Have you noticed that the NME, in their latest set of infinite wisdom-driven cosmetic changes, have given Mark Beaumont a weekly column? Well, no, as nobody buys the thing any more, but the column contains about as much prose and pith as you'd expect. And there hangs an issue.
It's widely agreed that the last great era of weekly music writing came in the late 80s and early 90s - the NME period under Danny Kelly's idiosyncratic stewardship is often celebrated, when the magazine took what TV Cream once called the "smoking jacket era" approach and spawned assorted future media nabobs - Stuart Maconie, Andrew Collins, James Brown, Steve Lamacq, David Quantick and the lingering ghost of Steven Wells well before he became the only man in Britain who genuinely believes that liking Girls Aloud is a revolutionary counter-cultural statement (and you can read his latest reordering of the same words in the Guardian and on The Quietus this and every bloody week) - before Steve Sutherland crossed the floor from MM and most of the staff left in protest. But then the Melody Maker itself has plenty of supporters from that same era for its no-nonsense stylings - Simon Reynolds, Chris Roberts and David Stubbs, and slightly later Everett True, Simon Price, Taylor Parkes, Neil Kulkarni and the Stud Brothers. Who, in the fifteen years since those little groups folded back into itself, has become notable for the quality of their printed writing? People have made a case for Alexis Petridis, but aside from him there's nobody coming to mind.

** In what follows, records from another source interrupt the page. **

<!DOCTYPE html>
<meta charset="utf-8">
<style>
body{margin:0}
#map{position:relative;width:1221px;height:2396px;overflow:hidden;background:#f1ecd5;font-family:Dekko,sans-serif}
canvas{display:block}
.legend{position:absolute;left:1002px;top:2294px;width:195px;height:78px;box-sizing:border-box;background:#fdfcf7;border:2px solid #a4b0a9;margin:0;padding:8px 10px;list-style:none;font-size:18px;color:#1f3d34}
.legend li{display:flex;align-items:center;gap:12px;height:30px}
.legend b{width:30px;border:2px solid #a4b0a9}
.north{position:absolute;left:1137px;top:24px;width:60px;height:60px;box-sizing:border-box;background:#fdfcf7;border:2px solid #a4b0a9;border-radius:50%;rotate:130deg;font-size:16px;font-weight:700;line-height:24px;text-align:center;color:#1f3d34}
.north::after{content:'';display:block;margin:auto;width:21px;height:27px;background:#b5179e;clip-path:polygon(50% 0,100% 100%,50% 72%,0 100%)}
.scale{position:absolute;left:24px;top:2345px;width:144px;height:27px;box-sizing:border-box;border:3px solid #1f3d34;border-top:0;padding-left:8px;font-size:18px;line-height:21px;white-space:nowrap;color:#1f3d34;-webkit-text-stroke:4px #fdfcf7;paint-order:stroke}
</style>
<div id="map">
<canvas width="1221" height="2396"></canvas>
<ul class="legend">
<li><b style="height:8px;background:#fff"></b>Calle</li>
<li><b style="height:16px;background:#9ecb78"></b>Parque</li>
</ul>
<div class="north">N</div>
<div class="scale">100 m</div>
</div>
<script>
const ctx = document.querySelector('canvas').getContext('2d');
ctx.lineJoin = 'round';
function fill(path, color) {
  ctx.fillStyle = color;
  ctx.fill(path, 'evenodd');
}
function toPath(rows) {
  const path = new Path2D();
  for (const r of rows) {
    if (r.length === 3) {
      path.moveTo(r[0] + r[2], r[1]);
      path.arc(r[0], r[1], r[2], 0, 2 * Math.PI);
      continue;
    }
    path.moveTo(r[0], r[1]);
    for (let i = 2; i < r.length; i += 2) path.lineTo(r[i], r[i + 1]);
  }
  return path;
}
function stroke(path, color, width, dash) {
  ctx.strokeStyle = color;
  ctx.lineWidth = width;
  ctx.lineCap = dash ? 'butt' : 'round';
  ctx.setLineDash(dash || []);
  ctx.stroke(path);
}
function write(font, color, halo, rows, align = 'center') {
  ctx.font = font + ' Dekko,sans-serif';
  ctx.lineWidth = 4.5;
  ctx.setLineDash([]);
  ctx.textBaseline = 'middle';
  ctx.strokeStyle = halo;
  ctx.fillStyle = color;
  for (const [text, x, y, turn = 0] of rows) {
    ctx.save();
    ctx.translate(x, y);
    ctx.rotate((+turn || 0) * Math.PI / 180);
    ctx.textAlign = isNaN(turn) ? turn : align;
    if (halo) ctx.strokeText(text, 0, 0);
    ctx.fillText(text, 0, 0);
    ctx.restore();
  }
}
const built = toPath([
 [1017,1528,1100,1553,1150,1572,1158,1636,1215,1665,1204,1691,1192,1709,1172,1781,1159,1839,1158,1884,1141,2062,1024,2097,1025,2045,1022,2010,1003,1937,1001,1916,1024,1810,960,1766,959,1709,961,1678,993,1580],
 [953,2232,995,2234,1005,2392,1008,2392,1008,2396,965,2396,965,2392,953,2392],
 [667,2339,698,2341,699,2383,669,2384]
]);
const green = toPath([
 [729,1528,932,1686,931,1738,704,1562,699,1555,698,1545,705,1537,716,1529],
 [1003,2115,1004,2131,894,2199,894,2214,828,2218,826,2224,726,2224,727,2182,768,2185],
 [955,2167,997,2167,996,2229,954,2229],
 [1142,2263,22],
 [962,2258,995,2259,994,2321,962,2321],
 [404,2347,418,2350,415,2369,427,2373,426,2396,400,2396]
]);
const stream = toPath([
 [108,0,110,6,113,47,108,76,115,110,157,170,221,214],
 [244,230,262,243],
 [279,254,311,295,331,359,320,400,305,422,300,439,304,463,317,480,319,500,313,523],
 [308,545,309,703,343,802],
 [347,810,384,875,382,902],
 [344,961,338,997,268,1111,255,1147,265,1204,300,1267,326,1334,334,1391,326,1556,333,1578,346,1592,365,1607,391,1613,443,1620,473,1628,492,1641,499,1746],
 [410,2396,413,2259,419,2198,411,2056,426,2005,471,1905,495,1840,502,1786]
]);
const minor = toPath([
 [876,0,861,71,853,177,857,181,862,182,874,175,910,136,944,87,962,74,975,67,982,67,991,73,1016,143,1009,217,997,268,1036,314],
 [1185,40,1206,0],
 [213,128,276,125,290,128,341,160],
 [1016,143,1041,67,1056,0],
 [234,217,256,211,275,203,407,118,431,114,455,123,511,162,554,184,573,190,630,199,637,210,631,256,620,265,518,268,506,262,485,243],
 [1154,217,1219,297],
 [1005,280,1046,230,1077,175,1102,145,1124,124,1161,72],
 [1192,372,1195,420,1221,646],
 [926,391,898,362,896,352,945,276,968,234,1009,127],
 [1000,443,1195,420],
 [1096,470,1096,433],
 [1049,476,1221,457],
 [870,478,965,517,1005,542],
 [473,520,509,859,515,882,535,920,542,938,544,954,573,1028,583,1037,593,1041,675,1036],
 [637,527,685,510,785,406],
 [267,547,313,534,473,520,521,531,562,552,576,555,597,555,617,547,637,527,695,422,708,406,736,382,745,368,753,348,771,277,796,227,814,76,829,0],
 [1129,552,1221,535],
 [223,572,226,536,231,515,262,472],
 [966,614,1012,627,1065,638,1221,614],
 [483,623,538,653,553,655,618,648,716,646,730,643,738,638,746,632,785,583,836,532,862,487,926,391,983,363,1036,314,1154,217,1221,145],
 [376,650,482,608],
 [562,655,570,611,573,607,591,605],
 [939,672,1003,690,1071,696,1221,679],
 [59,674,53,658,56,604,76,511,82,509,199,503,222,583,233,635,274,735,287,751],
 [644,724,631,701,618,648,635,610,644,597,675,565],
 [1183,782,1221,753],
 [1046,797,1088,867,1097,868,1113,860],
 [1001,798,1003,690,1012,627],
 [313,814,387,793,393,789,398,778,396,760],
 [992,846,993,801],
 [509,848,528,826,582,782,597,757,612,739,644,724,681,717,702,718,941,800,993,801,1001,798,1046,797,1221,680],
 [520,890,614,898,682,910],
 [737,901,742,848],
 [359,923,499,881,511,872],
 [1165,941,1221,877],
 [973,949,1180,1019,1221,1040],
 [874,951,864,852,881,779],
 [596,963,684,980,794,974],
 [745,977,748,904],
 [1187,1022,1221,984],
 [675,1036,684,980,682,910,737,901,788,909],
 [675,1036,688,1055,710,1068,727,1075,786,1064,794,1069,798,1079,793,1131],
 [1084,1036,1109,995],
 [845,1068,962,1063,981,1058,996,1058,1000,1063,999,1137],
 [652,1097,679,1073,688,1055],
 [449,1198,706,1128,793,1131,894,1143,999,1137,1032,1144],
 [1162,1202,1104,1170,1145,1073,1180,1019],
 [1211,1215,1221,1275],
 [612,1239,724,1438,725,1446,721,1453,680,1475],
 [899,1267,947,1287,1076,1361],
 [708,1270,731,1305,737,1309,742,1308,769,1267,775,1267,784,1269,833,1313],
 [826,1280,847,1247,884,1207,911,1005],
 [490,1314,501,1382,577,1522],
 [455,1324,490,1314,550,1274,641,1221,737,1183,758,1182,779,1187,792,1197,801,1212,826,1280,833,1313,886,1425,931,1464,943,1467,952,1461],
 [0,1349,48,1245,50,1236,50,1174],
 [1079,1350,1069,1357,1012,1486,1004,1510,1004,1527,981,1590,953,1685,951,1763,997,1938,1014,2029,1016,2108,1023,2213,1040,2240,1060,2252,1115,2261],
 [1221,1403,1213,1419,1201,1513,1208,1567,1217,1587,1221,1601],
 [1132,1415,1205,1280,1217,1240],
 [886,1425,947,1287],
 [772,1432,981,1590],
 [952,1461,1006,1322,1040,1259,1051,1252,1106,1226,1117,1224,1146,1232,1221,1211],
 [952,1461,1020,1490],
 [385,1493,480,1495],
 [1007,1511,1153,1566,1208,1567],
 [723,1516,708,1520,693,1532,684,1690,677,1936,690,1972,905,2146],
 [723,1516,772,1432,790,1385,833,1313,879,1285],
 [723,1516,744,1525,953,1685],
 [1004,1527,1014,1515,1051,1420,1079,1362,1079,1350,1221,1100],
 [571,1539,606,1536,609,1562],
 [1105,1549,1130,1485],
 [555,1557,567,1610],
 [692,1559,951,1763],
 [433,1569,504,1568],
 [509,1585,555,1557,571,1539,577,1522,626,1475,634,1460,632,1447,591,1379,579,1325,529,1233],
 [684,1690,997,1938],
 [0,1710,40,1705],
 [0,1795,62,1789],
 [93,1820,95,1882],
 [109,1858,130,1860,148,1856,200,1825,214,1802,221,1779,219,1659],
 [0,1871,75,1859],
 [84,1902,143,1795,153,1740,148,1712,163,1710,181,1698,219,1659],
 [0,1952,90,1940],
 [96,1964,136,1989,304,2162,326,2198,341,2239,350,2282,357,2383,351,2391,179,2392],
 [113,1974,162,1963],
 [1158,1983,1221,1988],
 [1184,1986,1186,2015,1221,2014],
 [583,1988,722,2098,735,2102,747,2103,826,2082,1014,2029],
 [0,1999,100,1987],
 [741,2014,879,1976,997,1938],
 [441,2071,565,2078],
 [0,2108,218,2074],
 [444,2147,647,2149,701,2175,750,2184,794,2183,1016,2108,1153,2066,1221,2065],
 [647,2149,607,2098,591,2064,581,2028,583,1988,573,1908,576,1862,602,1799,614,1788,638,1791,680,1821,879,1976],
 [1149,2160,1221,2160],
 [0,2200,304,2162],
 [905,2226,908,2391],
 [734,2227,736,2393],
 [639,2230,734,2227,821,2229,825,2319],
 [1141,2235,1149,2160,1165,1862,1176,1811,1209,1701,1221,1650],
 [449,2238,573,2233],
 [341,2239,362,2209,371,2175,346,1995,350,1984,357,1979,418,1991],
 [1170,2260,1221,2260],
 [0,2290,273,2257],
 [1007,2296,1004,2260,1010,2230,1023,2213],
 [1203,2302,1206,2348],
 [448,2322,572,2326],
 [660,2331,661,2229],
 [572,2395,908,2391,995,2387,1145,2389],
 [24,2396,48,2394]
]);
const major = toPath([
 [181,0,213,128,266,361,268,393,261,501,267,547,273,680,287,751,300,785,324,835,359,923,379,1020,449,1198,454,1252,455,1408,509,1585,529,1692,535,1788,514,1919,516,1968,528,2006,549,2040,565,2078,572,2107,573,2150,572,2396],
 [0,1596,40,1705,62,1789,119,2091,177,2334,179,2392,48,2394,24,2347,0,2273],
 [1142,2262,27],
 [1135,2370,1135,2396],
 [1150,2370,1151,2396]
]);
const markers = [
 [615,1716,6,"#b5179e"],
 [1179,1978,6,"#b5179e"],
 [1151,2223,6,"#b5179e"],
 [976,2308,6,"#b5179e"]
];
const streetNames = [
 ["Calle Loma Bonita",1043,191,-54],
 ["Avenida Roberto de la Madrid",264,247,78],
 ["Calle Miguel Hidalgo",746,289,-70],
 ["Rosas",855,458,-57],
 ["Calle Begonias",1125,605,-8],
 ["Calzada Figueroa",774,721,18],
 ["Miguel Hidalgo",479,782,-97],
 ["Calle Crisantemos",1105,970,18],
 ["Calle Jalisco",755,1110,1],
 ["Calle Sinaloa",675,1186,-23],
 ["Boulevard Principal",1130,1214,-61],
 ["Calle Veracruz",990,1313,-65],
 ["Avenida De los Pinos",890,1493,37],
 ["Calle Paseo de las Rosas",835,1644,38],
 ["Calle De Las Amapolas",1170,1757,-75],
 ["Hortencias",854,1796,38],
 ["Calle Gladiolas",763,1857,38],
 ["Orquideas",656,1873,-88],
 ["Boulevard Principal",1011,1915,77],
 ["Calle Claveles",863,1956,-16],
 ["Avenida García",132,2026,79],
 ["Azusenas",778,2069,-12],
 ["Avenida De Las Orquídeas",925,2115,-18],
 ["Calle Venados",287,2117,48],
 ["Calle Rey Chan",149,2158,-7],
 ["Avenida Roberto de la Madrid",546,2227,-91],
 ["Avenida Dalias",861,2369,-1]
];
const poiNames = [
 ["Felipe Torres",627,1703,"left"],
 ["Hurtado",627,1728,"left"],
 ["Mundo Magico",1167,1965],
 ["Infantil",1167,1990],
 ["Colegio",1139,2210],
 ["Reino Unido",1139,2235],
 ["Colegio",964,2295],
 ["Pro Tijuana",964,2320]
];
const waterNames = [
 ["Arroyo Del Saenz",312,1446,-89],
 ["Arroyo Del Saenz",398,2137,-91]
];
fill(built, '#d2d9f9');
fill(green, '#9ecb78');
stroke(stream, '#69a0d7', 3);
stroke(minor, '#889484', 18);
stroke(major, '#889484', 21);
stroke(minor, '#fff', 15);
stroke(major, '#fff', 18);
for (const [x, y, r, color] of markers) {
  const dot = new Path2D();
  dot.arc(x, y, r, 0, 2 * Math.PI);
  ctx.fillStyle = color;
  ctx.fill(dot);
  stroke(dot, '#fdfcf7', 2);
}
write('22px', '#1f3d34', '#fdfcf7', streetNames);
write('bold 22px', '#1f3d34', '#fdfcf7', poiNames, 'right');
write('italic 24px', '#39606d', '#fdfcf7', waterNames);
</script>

Of course this new technology here has enabled such work to be democratised and blogs like (we hope) this one to offer a similar single voice, but if you've read this or anyone's blog before you already know the singular approach you're going to get, which isn't the same as having a group of trustworthy writers in the same place. It's been attempted online - Freaky Trigger approaches it on a more general scale, The Quietus actually employs some ex-MM people, but even with the big online names you don't get the same writer loyalty or even knowledge of their characters on Pitchfork (breaks bands, uses expressive language, all much of a muchness on the reviews side) or Drowned In Sound (however much Sean Adams tries all its fresh writing is seen as an adjunct to the forums). For our money the online music magazine that did the best job of fostering this idea of a group of writers unafraid of longform journalism with their own approaches was the now defunct Stylus, which successfully grew into its own smart, outspoken community, from Nick Southall to Ian Mathers to William Swygart to Dom Passantino to Todd Hutlock and the rest of them. We suspect that a large part of the reason why the NME gets kicked from pillar to post is it can't, unlike Stylus was at online liberty to, bring itself to stand aside from the critical and commercial morass and build its own internal logic driven world again. What's it going to do, affect sales?
3 comments:
I think Pitchfork's lack of comments/forums is quite an important part of their voice of authority which is a large part of what's got them to where they are. Individual writers not getting much of a unique voice is part of the same thing. I recognise Nitsuh Abebe and Tom Ewing, but mostly thanks to knowing their style from elsewhere.
PS thanks a lot for turning me on to three of my four favourite albums of the year (Los Campesinos!, Indelicates, Johnny F). Probably only one of them I would have heard anyway and love them all, even if er I haven't been writing about them.
Cheers, Simon!
I briefly wrote for Stylus (my contributions were terrible, btw) and I found the comment feature that led to such an 'outspoken community' a mixed blessing. On one hand, it led to a few intelligent debates. On the other, SO MANY TWATS.